Senior executive VP and CHRO focuses on having the right talent in the right place, and 'exiting with dignity'
Andréa Carter has an impressive resume.
For one, the senior executive vice president and CHRO at Global Payments has worked at the multinational financial tech company for nearly six years, progressing from senior vice president of HR to her current position.
But even before that, Carter was chief human resources officer at Habitat for Humanity, global vice president of HR at Ralph Lauren and vice president of HR at Newell Rubbermaid.
This ambition started way back when Carter was involved in college campus recruitment.
She gained a passion for human resources when she saw how the function could impact an organization, “not just by bringing in talent in the organization, which is where I started, but really making sure that we had talent in the right places, and that the wrong talent didn’t stay there long to spoil the rest of the talent.”
Being involved in employee “investigations” early in her career, Carter says that really shaped her perspective.
“It was really about making sure that we had the right people in the right seats, to enable the organization to meet its goals and objectives, but also at the same time balancing that to where sometimes organizations don’t have the right people… and understanding the impact that this function has on doing that as well.”
It’s about the pipeline, says Carter.
“You want to make sure that pipeline continues to flow with that great talent in the organization. And sometimes you have people that stay there for a long time and that creates a bottleneck in that pipeline. And so you want to make sure that flow is continuous,” she says.
“’Exiting with dignity’ is how I like to phrase it.”
Another highlight of her career was at Home Depot, and its subsidiary HD Supply, as director of HR. It was an organization that was heavy into mergers and acquisitions, she says, which meant she wore two hats.
“I wore the hat of the typical HR generalist supporting the corporate leaders in that organization. But I also worked in terms of the due diligence and integration of those companies that we were acquiring.
“I really, really enjoyed that experience, I learned a lot.”
The company quickly doubled in size with one particular acquisition, says Carter, adding it was one of her “proudest moments” in integrating not just the people but the systems and cultures.
While there’s no mistake an M&A is “daunting,” she says she enjoys the thought of bringing two employers together, working with business leaders in terms of the new organizational model, and folding talent into the new entity.
“The systems and processes, that’s another thing, but the cultural piece — for me, that is huge.”
The total value of mergers and acquisitions in the U.S. and Canada dropped to $1.477 trillion in 2022, down 41.4% from 2021, according to S&P Global Market Intelligence data. The number of transactions in 2022 fell 21.2% year over year to 20,965.
Quarter |
Number of deals |
---|---|
Q4 2021 |
7,568 |
Q1 2022 |
5,882 |
Q2 2022 |
5,409 |
Q3 2022 |
5,060 |
Q4 2022 |
4,614 |
Source: S&P Global Market Intelligence
Those intense experiences with M&As prepared Carter for her work at Global Payments, she says, particularly in putting the culture piece at the forefront.
“We're not acquiring organizations that are distressed or in trouble, we're acquiring successful organizations and what we know — not just me as the people leader, but our entire leadership team — and understand is that culture trumps strategy all day long. And so [it’s about] ‘What are the significant parts of that culture that have made that company successful?

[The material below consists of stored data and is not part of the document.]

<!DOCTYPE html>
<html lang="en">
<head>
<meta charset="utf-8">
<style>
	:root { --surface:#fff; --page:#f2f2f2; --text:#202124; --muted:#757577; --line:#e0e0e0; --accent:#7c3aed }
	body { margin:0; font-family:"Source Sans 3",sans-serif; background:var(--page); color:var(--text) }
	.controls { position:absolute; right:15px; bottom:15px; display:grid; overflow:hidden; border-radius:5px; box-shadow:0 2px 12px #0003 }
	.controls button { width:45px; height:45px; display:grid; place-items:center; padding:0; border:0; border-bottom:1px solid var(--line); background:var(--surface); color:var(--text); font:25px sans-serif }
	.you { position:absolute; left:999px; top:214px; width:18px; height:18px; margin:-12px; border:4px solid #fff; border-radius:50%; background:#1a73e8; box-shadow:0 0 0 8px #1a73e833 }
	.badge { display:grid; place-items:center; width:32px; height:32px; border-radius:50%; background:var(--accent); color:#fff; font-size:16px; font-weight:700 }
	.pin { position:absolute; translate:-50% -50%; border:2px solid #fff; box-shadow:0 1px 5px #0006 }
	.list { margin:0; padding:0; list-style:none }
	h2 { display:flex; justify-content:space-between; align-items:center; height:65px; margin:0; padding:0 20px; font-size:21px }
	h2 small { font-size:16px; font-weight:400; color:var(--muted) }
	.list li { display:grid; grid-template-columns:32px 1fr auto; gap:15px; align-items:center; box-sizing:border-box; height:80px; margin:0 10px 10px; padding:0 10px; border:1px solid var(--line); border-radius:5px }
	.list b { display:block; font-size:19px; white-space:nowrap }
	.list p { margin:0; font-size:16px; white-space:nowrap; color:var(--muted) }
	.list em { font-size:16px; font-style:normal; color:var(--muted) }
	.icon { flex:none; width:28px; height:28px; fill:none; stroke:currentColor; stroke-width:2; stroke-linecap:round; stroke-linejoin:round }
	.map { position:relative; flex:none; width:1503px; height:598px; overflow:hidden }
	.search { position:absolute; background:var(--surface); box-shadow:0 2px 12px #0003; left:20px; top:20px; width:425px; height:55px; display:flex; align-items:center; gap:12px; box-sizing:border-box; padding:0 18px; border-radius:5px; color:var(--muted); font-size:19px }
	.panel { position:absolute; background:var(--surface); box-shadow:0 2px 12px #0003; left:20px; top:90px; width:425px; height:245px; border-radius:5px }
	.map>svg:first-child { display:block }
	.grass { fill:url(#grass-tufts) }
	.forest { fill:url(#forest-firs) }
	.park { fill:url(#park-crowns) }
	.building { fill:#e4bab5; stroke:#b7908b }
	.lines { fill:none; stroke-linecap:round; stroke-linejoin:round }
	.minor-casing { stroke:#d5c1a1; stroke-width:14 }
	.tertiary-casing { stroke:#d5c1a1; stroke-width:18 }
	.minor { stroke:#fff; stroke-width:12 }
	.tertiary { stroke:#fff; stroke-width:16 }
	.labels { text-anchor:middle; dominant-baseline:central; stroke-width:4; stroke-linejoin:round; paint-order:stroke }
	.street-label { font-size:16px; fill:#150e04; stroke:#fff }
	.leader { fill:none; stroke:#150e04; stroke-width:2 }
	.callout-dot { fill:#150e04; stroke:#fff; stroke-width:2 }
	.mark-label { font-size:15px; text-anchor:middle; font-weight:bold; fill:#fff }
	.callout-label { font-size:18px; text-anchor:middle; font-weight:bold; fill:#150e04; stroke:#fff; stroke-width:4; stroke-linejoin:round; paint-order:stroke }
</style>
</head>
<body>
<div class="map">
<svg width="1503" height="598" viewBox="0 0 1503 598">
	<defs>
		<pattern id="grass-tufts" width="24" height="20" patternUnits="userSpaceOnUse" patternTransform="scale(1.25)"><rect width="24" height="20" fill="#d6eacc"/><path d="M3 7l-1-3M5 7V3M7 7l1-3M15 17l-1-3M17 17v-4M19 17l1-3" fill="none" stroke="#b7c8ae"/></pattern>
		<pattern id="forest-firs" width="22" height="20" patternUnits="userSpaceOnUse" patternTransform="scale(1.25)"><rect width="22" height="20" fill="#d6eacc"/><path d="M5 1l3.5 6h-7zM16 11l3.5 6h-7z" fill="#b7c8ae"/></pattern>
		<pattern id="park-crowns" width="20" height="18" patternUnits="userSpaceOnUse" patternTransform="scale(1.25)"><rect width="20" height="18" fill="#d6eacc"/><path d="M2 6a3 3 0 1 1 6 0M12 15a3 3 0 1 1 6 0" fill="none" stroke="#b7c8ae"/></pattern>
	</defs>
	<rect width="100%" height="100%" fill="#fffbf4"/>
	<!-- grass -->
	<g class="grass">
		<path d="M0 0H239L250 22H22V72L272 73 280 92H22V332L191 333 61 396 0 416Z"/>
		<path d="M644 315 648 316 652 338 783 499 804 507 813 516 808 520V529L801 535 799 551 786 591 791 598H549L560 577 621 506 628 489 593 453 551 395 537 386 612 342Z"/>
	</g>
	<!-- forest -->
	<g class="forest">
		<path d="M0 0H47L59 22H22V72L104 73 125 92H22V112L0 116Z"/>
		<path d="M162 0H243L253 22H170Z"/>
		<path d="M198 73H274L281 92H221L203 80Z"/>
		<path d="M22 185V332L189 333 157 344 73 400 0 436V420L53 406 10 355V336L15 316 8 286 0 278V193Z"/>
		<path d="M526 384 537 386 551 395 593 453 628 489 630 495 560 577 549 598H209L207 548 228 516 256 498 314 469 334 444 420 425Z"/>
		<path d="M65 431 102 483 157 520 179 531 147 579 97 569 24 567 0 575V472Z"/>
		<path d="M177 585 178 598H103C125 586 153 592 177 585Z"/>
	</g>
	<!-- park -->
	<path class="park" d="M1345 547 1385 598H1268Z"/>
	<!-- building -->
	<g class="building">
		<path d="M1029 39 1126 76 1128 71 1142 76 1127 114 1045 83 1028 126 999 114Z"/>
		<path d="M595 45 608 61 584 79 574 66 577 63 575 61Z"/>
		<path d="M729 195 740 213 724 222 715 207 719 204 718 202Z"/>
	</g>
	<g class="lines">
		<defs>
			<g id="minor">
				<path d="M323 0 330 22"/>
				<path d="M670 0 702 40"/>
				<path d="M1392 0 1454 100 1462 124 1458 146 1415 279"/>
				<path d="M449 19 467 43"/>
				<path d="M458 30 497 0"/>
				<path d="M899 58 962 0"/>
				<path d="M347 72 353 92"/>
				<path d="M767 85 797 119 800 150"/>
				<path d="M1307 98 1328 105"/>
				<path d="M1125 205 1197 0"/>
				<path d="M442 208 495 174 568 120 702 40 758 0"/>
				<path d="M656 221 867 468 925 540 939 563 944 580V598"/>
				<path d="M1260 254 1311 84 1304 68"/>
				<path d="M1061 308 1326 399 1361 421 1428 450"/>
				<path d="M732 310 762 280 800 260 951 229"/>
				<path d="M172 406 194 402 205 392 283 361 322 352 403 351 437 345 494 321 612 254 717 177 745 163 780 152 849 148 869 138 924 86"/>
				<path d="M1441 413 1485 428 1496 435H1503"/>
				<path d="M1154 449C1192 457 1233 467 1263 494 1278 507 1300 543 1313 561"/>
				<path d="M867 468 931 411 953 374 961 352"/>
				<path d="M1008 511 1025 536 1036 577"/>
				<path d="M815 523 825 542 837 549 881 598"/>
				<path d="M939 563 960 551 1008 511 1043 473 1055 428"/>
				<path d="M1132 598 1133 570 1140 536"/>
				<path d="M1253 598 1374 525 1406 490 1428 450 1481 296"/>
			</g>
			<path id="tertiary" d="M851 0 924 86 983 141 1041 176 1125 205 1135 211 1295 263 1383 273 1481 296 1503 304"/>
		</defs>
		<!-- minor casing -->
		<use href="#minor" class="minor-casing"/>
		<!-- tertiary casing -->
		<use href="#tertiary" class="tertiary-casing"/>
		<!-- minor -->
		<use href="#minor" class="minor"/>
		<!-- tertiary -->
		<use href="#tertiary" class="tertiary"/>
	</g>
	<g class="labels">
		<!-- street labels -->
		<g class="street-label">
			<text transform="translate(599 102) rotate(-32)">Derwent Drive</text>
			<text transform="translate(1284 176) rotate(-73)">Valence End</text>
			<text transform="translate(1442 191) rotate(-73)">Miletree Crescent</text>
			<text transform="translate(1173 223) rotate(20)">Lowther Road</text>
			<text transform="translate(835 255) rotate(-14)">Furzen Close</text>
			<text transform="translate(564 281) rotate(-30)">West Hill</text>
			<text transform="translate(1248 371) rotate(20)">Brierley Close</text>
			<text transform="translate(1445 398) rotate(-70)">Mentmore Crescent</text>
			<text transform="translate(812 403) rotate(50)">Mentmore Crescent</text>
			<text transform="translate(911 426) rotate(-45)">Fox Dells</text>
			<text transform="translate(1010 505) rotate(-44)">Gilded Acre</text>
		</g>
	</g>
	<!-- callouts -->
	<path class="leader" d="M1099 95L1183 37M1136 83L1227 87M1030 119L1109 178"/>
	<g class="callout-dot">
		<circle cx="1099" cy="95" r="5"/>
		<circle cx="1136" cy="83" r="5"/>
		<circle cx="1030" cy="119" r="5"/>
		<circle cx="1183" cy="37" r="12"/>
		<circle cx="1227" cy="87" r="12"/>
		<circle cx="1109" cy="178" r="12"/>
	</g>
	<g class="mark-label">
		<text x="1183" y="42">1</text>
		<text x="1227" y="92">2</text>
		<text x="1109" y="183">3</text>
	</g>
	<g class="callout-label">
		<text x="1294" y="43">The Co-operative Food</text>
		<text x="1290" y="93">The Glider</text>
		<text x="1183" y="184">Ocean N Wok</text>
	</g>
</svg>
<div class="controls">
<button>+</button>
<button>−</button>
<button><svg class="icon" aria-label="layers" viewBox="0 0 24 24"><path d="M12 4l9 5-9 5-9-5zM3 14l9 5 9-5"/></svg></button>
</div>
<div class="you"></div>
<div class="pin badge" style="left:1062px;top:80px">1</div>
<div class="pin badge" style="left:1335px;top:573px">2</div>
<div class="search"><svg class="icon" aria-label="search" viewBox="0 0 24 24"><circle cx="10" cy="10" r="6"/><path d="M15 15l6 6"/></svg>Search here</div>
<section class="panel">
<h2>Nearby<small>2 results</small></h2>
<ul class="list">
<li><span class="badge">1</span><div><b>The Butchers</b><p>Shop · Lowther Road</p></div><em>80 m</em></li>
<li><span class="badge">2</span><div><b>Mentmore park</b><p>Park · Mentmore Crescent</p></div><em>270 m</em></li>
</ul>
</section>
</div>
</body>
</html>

And what do we need to do to hang onto and integrate into the Global Payments culture?’
A big reason Carter decided to join the multinational financial technology firm was because of its double-digit growth and M&A strategy.
“It was not a stagnant organization at all. It was a company on the move, it was in the ‘sexy space’ of being fintech. And so I was intrigued by that.”
Carter heads up an HR team of roughly 250, which is “lean… but definitely mighty,” she says, given the 27,000 employees overall in 41 countries.
And having been named CHRO in January 2020, Carter quickly found herself confronted by the COVID-19 pandemic. But the HR function did things it had never done before to deliver savings, she says.
That included a new furlough program, a new voluntary retirement program and an almost fully remote workforce.
“I am just really proud of the team and the resilience that we've shown; the creativity that we’ve shown in times of adversity,” says Carter.